R., velho mestiço de sefardim, saiu do seu prédio meio mal mantido lá no Bom Retiro e foi até a delikatessen da esquina. Comprou tâmaras, romã, peixe com cabeça, challah (o pão trançado), mel, nozes, amêndoas e pistaches.
Voltou para casa e acendeu velas na menorah. Abriu um vinho e bebeu cerimoniosamente para se alegrar. Rezava internamente.
Preparou um banquete. Uma linda torta doce, com as frutas secas e o mel, lhe serviu de sobremesa.
Havia anos morava e vivia sozinho. Viúvo e com os filhos emigrados.
Reviu toda sua vida, ou os principais marcos dela, em silêncio, em alguns minutos. Sabia que o fim se aproximava. Cofiou os fios longos e brancos da barba e do belorit direito, como fazia quando se concentrava.

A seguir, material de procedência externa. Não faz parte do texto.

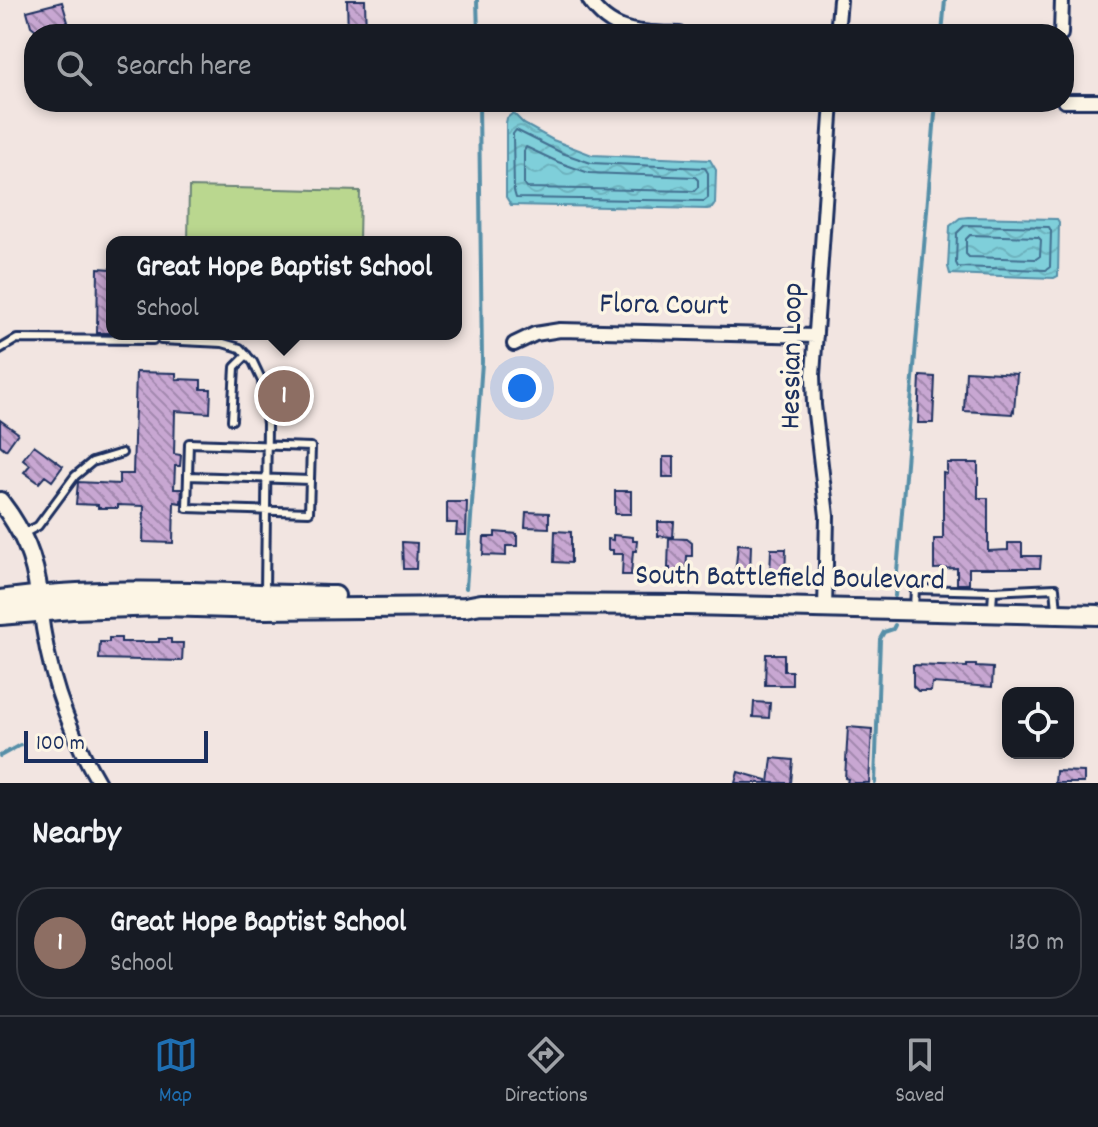 <!DOCTYPE html>
<html lang="en">
<head>
<meta charset="utf-8">
<style>
  body { margin:0; font-family:Dekko,sans-serif; background:#20242c; color:#f1f3f6 }
  .controls { position:absolute; right:24px; bottom:24px; display:grid; overflow:hidden; border-radius:16px; box-shadow:0 4px 12px #0003 }
  .controls button { width:72px; height:72px; display:grid; place-items:center; padding:0; border:0; border-bottom:2px solid #363941; background:#171b24; color:#f1f3f6; font:40px sans-serif }
  .scale { position:absolute; left:24px; bottom:20px; width:184px; box-sizing:border-box; padding-left:8px; border:4px solid #1b2f5e; border-top:0; font-size:22px; line-height:28px; white-space:nowrap; color:#1b2f5e; -webkit-text-stroke:6px #fcf5e5; paint-order:stroke }
  .you { position:absolute; left:522px; top:388px; width:28px; height:28px; margin:-20px; border:6px solid #fff; border-radius:50%; background:#1a73e8; box-shadow:0 0 0 12px #1a73e833 }
  .badge { display:grid; place-items:center; width:52px; height:52px; border-radius:50%; background:#1f6fb2; color:#fff; font-size:26px; font-weight:700 }
  .pin { position:absolute; translate:-50% -50%; border:4px solid #fff; box-shadow:0 2px 8px #0006 }
  .popup { position:absolute; left:106px; top:236px; width:356px; height:104px; box-sizing:border-box; display:grid; place-content:center; border-radius:16px; background:#171b24; filter:drop-shadow(0 2px 6px #0005); font-size:26px; white-space:nowrap; color:#9ea1a6 }
  .popup b { font-size:30px; color:#f1f3f6 }
  .popup::after { content:''; position:absolute; left:50%; top:100%; margin-left:-16px; border:16px solid transparent; border-top-color:#171b24 }
  .list { margin:0; padding:0; list-style:none }
  h2 { display:flex; justify-content:space-between; align-items:center; height:104px; margin:0; padding:0 32px; font-size:34px }
  h2 small { font-size:26px; font-weight:400; color:#9ea1a6 }
  .list li { display:grid; grid-template-columns:52px 1fr auto; gap:24px; align-items:center; box-sizing:border-box; height:112px; margin:0 16px 16px; padding:0 16px; border:2px solid #363941; border-radius:32px }
  .list b { display:block; font-size:30px; white-space:nowrap }
  .list p { margin:0; font-size:26px; white-space:nowrap; color:#9ea1a6 }
  .list em { font-size:26px; font-style:normal; color:#9ea1a6 }
  .icon { flex:none; width:44px; height:44px; fill:none; stroke:currentColor; stroke-width:2; stroke-linecap:round; stroke-linejoin:round }
  .map { position:relative; flex:none; width:1098px; height:783px; overflow:hidden }
  .search { position:absolute; background:#171b24; box-shadow:0 4px 12px #0003; left:24px; right:24px; top:24px; height:88px; display:flex; align-items:center; gap:20px; box-sizing:border-box; padding:0 28px; border-radius:32px; color:#9ea1a6; font-size:30px }
  .sheet { height:232px; background:#171b24 }
  nav { display:flex; justify-content:space-around; align-items:center; box-sizing:border-box; height:112px; border-top:2px solid #363941; background:#171b24; font-size:22px; color:#9ea1a6 }
  nav a { display:grid; justify-items:center; gap:4px }
  nav .on { color:#1f6fb2 }
  .map>svg:first-child { display:block }
  .pitch { fill:#bad78f; stroke:#6a8376; stroke-width:2 }
  .water { fill:url(#water-waves); stroke:#578fa8; stroke-width:2 }
  .lines { fill:none; stroke-linecap:round; stroke-linejoin:round }
  .shore { stroke:#436f90; stroke-width:2 }
  .stream { stroke:#578fa8; stroke-width:4 }
  .building { fill:url(#building-back-hatch); stroke:#1b2f5e; stroke-width:2 }
  .lane-casing { stroke:#1b2f5e; stroke-width:12 }
  .street-casing { stroke:#1b2f5e; stroke-width:18 }
  .secondary-casing { stroke:#1b2f5e; stroke-width:22 }
  .primary-casing { stroke:#1b2f5e; stroke-width:24 }
  .lane { stroke:#fcf5e5; stroke-width:6 }
  .street { stroke:#fcf5e5; stroke-width:12 }
  .secondary { stroke:#fcf5e5; stroke-width:16 }
  .primary { stroke:#fcf5e5; stroke-width:18 }
  .labels { text-anchor:middle; dominant-baseline:central; stroke-width:7; stroke-linejoin:round; paint-order:stroke }
  .street-label { font-size:30px; fill:#1b2f5e; stroke:#fcf5e5 }
</style>
</head>
<body>
<div class="map">
<svg width="1098" height="783" viewBox="0 0 1098 783">
  <defs>
    <pattern id="water-waves" width="16" height="10" patternUnits="userSpaceOnUse" patternTransform="scale(2)"><rect width="16" height="10" fill="#7fcfda"/><path d="M0 5q4-4 8 0t8 0" fill="none" stroke="#6db2be"/></pattern>
    <pattern id="building-back-hatch" width="6" height="6" patternUnits="userSpaceOnUse" patternTransform="scale(2)"><rect width="6" height="6" fill="#c8a7d2"/><path d="M-1 5l2 2M0 0l6 6M5-1l2 2" fill="none" stroke="#a288ae"/></pattern>
  </defs>
  <rect width="100%" height="100%" fill="#f2e5e1"/>
  <filter id="ink" filterUnits="userSpaceOnUse"><feTurbulence type="fractalNoise" baseFrequency=".0125" numOctaves="2"/><feDisplacementMap in="SourceGraphic" scale="16" xChannelSelector="R" yChannelSelector="G"/><feConvolveMatrix kernelMatrix="1 2 1 2 8 2 1 2 1" color-interpolation-filters="sRGB"/></filter>
  <g filter="url(#ink)">
    <path class="pitch" d="M189,187L360,191L359,242H188Z"/>
    <path class="water" d="M513,113L524,124L553,140L592,155L710,160L716,170L715,204L712,208L707,209L511,205L506,197V123L507,118Z
      M968,217L1057,219L1059,222L1058,276L1054,278L950,274L948,267L950,226L960,218Z"/>
    <g class="lines">
      <path class="shore" d="M516,130L562,153L591,163L705,168L708,173V198L704,201L516,198L514,191L513,134Z
        M526,147L558,162L589,173L695,177L698,180V187L694,191L527,188L524,184V151Z
        M965,225L1049,227L1051,231L1050,267L1046,270L958,267L956,263L957,233Z
        M970,235L1038,237L1041,240L1040,256L1036,259L969,257L966,254V239Z"/>
      <path class="stream" d="M477,0L478,34
        M942,34L945,0
        M466,588L482,362L479,102
        M895,596L936,102
        M0,756L20,745
        M875,783L880,639L884,632L893,629L895,625"/>
    </g>
    <path class="building" d="M347,0H365L366,34H348Z
      M62,2L68,22L56,27L54,31L41,34L31,26L27,11Z
      M98,268L112,269V333H97Z
      M966,371L1017,374L1014,411L1013,410L1012,414L964,411Z
      M136,372L176,373V379L201,380V389H211L210,413L175,411L174,454L181,455L180,466H175L174,489H182L181,503L174,502L173,543L143,542L144,506L118,505V508H98V505L76,504L78,482L119,484V474H133Z
      M920,376L935,377L933,423H918Z
      M0,420L18,433L6,450L0,445Z
      M34,445L63,466L52,481L45,476L39,483L24,472L30,465L23,459Z
      M663,457H674V477H663Z
      M947,463H978V498H988V551L1008,550V543H1022V556H1041L1040,568H969V584H957V568L934,569V539H943V473L947,474Z
      M615,491H631V514H615Z
      M447,502H467L466,535H456L457,523H447Z
      M526,512L549,513V528L525,527Z
      M658,522H674L673,537L658,536Z
      M555,531L571,532V563L554,562Z
      M495,532L517,534V546H506V556L483,555L484,537H495Z
      M613,535L633,537V541H637L636,551H633L631,575H622L623,554H613V550H608V539L613,540Z
      M669,538L687,539L692,543V556H687L686,573L670,572V568H668Z
      M402,542L417,543L416,569H403Z
      M738,544L751,545L750,575H735Z
      M771,549H786L785,577L770,576Z
      M109,638H121V642H159V639H171V643H183L182,661L99,659L100,642H109Z
      M766,654H784V671H792V685H765Z
      M913,665L967,667V665H976V667L993,668L992,687L932,683L931,691H918L913,686Z
      M754,702L770,703L769,718L753,717Z
      M848,727L872,729L869,783H847L848,779L845,778Z
      M772,758L793,760L791,783H769Z
      M1056,771L1084,772V783H1055Z
      M738,772L767,780V783H735Z"/>
    <g class="lines">
      <defs>
        <path id="lane" d="M161,340L223,343L240,348L253,362L262,381L267,424L265,593
          M0,349L17,339L153,340
          M232,420L235,367L247,355
          M189,443L311,447L309,512L187,508Z
          M188,476L310,480
          M23,534L38,526L75,476L92,462L122,453
          M993,591L1055,588L1057,610
          M914,607L915,589L993,591L992,608"/>
        <path id="street" d="M589,0C612,35 643,33 680,34
          M837,34L840,0
          M1061,34L1062,0
          M1064,101H1098
          M514,344L535,334L560,330L816,336
          M40,606C47,669 67,729 99,783
          M825,610L827,516L814,405L813,375L832,102"/>
        <path id="secondary" d="M0,501C23,531 35,558 39,595"/>
        <path id="primary" d="M0,600C111,585 223,594 335,596
          M0,615L72,609L162,606L265,609L465,607L481,604L687,605L1098,615"/>
      </defs>
      <use href="#lane" class="lane-casing"/>
      <use href="#street" class="street-casing"/>
      <use href="#secondary" class="secondary-casing"/>
      <use href="#primary" class="primary-casing"/>
      <use href="#lane" class="lane"/>
      <use href="#street" class="street"/>
      <use href="#secondary" class="secondary"/>
      <use href="#primary" class="primary"/>
    </g>
  </g>
  <g class="labels">
    <g class="street-label">
      <text transform="translate(664 307) rotate(1)">Flora Court</text>
      <text transform="translate(794 356) rotate(-89)">Hessian Loop</text>
      <text transform="translate(790 580) rotate(1)">South Battlefield Boulevard</text>
    </g>
  </g>
</svg>
<div class="controls">
<button><svg class="icon" aria-label="locate" viewBox="0 0 24 24"><circle cx="12" cy="12" r="6"/><path d="M12 2v4M12 18v4M2 12h4M18 12h4"/></svg></button>
</div>
<div class="scale">100 m</div>
<div class="you"></div>
<div class="pin badge" style="left:284px;top:396px;background:#8d6e63">1</div>
<div class="popup"><b>Great Hope Baptist School</b>School</div>
<div class="search"><svg class="icon" aria-label="search" viewBox="0 0 24 24"><circle cx="10" cy="10" r="6"/><path d="M15 15l6 6"/></svg>Search here</div>
</div>
<section class="sheet">
<h2>Nearby<small></small></h2>
<ul class="list">
<li><span class="badge" style="background:#8d6e63">1</span><div><b>Great Hope Baptist School</b><p>School</p></div><em>130 m</em></li>
</ul>
</section>
<nav>
<a class="on"><svg class="icon" aria-label="map" viewBox="0 0 24 24"><path d="M3 6l6-2 6 2 6-2v14l-6 2-6-2-6 2zM9 4v14M15 6v14"/></svg>Map</a>
<a><svg class="icon" aria-label="directions" viewBox="0 0 24 24"><path d="M12 3l9 9-9 9-9-9zM9 14v-3h6M13 9l2 2-2 2"/></svg>Directions</a>
<a><svg class="icon" aria-label="saved" viewBox="0 0 24 24"><path d="M7 4h10v16l-5-4-5 4z"/></svg>Saved</a>
</nav>
</body>
</html>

Espanou os pensamentos, limpou a cozinha e dormiu logo depois, profundamente, como um justo.
3 comentários:
Vejo com certo espanto, quase todo dia esses mordomos do dracula perambulando pelas ruas do bom retiro, não gosto do que vejo, são para mim simbolos da aniquilação do povo palestino, simbolo de todas as guerras financiadas por eles, não gosto mesmo, nem da arquitetura pobre erguida por eles no bom retiro. Povo metido a besta porque tem dinheiro.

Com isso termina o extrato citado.